Wednesday, September 13, 2017

Dr. West's letter to the Lancet


(My apologies for the underlining.)

ON A PECULIAR FORM OF INFANTILE CONVULSIONS (HYPSARRHYTHMIA) AS
DESCRIBED IN HIS OWN INFANT SON BY DR. W. J. WEST IN 1841

In a poignant letter to the Lancet in 1841 Dr. W. J. West clearly described infantile spasms and the accompanying mental subnor­mality. The patient was his own son and the letter below is an anguished appeal for possible help for West's son from readers of the Lancet.

To the Editor of THE LANCET:—
Sir:—I beg, through your valuable and extensively circulating Journal, to call the attention of the medical profession to a very rare and singular species of convulsion pecu­liar to young children.

As the only case I have witnessed is in my own child, I shall be very grateful to any member of the profession who can give me any information on the subject, either privately or through your excel­lent Publication.
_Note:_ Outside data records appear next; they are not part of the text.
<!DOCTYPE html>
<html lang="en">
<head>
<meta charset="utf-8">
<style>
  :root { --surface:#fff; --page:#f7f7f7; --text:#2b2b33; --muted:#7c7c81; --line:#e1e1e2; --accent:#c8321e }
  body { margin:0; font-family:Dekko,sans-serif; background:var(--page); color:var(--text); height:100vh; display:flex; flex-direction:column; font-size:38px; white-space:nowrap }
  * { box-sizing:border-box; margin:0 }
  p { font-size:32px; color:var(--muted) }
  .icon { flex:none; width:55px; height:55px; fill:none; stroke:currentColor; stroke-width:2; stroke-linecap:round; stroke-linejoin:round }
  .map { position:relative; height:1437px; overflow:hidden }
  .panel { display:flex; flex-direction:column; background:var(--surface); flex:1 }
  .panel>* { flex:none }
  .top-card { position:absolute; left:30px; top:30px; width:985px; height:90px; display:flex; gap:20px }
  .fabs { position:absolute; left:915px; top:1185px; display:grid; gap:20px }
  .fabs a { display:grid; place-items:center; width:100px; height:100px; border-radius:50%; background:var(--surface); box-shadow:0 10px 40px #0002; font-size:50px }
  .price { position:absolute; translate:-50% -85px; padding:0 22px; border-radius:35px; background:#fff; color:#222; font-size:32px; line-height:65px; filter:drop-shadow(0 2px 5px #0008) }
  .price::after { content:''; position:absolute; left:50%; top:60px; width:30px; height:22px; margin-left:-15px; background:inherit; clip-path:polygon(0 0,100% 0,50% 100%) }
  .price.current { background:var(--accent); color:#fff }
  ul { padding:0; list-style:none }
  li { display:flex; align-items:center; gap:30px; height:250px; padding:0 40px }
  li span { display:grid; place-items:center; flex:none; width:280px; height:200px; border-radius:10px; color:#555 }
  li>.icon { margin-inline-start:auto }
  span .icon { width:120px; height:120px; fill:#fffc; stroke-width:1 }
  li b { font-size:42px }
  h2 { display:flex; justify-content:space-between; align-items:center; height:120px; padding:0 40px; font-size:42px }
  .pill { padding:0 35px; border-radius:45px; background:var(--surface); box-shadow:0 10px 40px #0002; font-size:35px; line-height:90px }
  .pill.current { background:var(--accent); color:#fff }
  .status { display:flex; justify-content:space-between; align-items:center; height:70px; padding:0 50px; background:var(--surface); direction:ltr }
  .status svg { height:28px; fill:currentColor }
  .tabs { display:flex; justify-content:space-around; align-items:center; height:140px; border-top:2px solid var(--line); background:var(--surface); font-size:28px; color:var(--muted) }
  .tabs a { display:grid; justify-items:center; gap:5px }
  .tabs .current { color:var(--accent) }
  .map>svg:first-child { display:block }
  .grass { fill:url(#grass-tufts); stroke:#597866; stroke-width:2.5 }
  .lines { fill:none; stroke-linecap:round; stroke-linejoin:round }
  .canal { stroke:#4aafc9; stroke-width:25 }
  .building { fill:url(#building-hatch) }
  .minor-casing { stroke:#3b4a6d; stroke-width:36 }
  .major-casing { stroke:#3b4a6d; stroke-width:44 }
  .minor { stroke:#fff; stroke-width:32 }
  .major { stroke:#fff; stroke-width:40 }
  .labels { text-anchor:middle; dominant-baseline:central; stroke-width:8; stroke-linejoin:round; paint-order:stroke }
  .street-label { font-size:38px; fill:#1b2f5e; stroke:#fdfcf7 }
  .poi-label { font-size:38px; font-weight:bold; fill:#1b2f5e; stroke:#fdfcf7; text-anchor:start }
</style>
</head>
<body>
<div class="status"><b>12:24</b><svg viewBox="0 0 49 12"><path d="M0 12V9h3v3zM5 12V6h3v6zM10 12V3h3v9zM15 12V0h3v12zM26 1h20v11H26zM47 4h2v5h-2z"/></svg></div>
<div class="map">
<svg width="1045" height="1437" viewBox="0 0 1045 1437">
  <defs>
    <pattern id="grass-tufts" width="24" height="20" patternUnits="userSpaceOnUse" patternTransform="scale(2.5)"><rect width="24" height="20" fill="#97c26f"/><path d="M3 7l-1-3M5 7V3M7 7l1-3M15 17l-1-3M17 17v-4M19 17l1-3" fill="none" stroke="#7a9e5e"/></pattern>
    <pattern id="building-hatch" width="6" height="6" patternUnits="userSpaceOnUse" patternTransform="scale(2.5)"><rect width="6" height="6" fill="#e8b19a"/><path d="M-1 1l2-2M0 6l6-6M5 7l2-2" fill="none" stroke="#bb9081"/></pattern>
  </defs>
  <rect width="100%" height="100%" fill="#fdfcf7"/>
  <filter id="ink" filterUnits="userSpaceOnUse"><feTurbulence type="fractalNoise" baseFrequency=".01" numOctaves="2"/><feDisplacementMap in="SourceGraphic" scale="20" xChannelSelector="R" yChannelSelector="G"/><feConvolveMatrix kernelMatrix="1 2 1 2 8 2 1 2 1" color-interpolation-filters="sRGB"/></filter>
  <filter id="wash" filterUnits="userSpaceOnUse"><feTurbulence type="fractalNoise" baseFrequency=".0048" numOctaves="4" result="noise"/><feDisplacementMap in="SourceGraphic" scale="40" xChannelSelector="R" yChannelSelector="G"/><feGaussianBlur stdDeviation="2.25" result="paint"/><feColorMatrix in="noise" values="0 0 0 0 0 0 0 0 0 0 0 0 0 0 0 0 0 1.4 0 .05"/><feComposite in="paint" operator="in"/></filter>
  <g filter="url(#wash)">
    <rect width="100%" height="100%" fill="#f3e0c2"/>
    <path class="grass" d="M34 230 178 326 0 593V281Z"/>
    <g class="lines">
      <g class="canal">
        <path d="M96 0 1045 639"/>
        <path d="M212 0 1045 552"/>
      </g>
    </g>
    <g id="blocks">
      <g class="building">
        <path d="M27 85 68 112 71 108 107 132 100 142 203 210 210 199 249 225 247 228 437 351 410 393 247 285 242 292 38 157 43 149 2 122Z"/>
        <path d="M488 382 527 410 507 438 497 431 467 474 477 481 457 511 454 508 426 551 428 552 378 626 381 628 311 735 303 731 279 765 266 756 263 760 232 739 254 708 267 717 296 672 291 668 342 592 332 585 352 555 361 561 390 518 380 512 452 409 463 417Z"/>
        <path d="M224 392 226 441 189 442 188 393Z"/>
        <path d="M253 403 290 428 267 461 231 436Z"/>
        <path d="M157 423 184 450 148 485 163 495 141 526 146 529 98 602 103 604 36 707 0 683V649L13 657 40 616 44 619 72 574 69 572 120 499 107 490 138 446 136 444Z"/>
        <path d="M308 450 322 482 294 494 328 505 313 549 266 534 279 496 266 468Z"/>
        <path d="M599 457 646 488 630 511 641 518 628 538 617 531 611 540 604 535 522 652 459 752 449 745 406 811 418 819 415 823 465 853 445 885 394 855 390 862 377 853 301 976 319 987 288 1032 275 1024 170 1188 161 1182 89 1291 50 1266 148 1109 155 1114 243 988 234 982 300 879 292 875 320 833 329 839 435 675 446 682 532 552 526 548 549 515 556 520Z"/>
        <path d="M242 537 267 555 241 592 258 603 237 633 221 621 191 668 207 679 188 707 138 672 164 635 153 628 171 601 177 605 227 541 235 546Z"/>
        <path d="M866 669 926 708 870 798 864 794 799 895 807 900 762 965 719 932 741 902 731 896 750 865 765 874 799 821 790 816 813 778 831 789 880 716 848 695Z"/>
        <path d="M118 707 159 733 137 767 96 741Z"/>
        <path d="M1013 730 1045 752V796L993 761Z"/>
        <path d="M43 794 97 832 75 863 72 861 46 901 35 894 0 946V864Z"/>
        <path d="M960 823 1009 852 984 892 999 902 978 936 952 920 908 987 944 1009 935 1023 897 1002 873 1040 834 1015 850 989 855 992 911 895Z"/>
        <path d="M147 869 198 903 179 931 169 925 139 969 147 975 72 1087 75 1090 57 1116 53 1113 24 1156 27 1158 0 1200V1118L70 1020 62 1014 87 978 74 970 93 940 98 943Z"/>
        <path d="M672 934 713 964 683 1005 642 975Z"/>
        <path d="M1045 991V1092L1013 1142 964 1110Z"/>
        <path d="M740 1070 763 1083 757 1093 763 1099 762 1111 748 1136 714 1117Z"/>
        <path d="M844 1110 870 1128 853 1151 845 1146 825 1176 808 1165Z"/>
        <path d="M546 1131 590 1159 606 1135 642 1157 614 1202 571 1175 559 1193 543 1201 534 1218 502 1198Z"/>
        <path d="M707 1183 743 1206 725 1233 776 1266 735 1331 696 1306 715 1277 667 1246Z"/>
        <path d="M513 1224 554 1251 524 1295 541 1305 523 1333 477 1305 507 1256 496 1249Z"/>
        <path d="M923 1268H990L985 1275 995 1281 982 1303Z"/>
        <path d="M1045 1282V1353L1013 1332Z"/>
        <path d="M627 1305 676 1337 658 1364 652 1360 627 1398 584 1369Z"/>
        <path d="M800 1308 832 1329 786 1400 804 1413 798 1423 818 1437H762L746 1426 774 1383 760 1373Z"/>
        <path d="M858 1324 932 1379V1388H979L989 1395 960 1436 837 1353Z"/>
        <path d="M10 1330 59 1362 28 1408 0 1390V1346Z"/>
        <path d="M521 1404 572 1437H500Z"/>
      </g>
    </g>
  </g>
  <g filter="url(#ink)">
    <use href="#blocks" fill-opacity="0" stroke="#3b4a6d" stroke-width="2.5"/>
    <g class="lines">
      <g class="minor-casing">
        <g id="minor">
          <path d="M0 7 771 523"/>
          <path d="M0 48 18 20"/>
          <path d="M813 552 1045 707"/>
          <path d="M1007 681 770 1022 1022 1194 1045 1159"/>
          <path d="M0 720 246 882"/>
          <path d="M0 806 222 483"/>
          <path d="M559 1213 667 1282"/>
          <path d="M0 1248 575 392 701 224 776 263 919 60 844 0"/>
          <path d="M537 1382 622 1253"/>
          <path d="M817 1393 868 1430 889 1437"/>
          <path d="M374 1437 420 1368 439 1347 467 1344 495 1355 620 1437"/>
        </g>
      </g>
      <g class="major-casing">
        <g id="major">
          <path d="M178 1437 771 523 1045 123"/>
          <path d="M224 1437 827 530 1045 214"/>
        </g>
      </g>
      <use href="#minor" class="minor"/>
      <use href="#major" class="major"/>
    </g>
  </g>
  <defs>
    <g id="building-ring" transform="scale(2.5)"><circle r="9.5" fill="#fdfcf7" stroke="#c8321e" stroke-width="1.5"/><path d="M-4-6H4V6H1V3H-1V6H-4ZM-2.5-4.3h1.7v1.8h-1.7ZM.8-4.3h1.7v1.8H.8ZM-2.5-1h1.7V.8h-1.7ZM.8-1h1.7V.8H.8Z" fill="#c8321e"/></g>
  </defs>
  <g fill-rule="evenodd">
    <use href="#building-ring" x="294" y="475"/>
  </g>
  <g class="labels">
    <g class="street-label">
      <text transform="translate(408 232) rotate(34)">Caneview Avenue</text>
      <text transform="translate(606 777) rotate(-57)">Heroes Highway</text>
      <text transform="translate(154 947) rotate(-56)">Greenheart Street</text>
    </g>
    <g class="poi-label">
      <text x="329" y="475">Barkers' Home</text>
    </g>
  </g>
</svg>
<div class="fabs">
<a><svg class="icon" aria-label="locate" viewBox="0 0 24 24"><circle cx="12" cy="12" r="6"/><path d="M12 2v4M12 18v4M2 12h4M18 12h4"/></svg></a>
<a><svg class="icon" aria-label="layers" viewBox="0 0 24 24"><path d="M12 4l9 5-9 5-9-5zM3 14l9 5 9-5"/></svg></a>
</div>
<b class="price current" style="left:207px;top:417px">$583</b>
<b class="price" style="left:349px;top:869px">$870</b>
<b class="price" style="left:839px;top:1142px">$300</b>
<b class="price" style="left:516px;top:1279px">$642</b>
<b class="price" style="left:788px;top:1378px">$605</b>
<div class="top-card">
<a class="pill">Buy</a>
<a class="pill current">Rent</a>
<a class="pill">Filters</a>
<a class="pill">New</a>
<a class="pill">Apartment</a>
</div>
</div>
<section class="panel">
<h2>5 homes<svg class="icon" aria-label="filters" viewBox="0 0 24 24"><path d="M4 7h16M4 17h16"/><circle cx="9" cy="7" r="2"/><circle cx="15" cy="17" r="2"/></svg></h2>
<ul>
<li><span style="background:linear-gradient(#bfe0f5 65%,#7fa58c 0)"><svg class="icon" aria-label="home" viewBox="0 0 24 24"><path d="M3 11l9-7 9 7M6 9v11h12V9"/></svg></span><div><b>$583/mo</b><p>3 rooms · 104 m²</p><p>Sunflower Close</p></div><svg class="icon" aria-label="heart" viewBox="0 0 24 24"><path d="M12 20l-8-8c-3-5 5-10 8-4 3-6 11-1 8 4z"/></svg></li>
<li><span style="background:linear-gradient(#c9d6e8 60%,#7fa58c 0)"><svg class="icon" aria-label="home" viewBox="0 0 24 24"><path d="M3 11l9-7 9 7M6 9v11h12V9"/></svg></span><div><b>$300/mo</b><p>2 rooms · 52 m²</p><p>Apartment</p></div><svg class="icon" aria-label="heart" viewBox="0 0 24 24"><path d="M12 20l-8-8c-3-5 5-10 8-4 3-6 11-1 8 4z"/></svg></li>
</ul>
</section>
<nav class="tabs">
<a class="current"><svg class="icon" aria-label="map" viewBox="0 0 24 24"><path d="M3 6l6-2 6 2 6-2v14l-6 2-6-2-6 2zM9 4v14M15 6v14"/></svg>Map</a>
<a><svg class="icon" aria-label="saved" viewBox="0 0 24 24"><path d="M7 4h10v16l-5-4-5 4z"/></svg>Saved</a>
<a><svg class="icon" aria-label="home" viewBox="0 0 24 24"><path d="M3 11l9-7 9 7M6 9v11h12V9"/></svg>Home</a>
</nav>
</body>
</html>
The child is now near a year old; was a remark­ably fine, healthy child when born, and continued to thrive till he was four months old. It was at this time that I first observed slight bobbings of the head forward, which I then regarded as a trick, but were, in fact, the first indications of disease; for these bobbings increased in frequency, and at length because so frequent and powerful, as to cause a complete heaving of the head forward to­wards his knees, and then immediately relaxing into the upright position, something similar to the attacks of emprosthotonos: these bowings and re-laxings would be repeated alternately at intervals of a few seconds, and repeated from ten to twenty or more times at each attack, which attack would not continue more than two or three minutes; he sometimes has two, three, or more attacks in the day; they come on whether sitting or lying; just before they come on he is all alive and in motion, making a strange noise, and then all of a sudden down goes his head and upwards his knees; he then appears frightened and screams out: at one time he lost flesh, looked pale and exhausted, but latterly he has regained his good looks, and, inde­pendent of this affection, is a fine grown child, but he neither possesses the intellectual vivacity or the power of moving his limbs, of a child of his age; he never cries at the time of the attacks, or smiles or takes any notice, but looks placid and pitiful, yet his hearing and vision are good; he has no power of holding himself upright or using his limbs, and his head falls without support.

   Although I have had an extensive practice among women and children, and a large circle of medical friends, I have never heard or witnessed a similar complaint before. The view I took of it was that, most probably, it depended on some irritation of the nervous system from teething; and, as the child was strong and vigorous, I commenced an ac­tive treatment of leeches and cold applications to the head, repeated calomel purgatives, and the usual antiphologistic treatment; the gums were lanced, and the child frequently put into warm baths. Notwithstanding a steady perseverance in this plan for three or four weeks, he got worse, the attacks being more numerous, to the amount of fifty or sixty in the course of a day. I then had re­course to sedatives, syrup of poppies, conium, and opium, without any relief: at seven months old he cut four teeth nearly altogether without any abate­ment of the symptoms, and up to this period, he was supported solely at the breast; but now, at the eighth month, I had him weaned, as he had lost flesh and appeared worse; I then only gave him alternatives, and occasionally castor-oil. Finding no benefit from all that had been done, I took the child to London, and had a consultation with Sir Charles Clarke and Dr. Locock, both of whom rec­ognized the complaint. . . .

 Although this may be a very rare and singular affection, and only noticed by two of our most emi­nent physicians, I am, from all I have learnt, con­vinced that it is a disease (sui generis) which, from its infrequency, has escaped the attention of the profession. I therefore hope you will give it the fullest publicity, as this paper might rather be ex­tended than curtailed....

W. J. West.
Tunbridge, Jan. 26, 1841.

P.S.—In my own child's case, the bowing convul­sions continued every day, without intermission, for seven months; he had then an interval of three days free; but, on the fourth day, the convulsions returned, with this difference, instead of bowing, he stretched out his arms, looked wild, seem to lose all animation, and appeared quite exhausted.'

REFERENCE
1. West, W. J.: Letter to the Editor: On a peculiar form of infantile convulsions. Lancet, 1:724, 1841. 

Cone TE Jr. On a peculiar form of infantile convulsions  (hypsarrhythmia) as described in his own infant son by Dr. W.J. West in 1841. Pediatrics. 1970 Oct;46(4):603.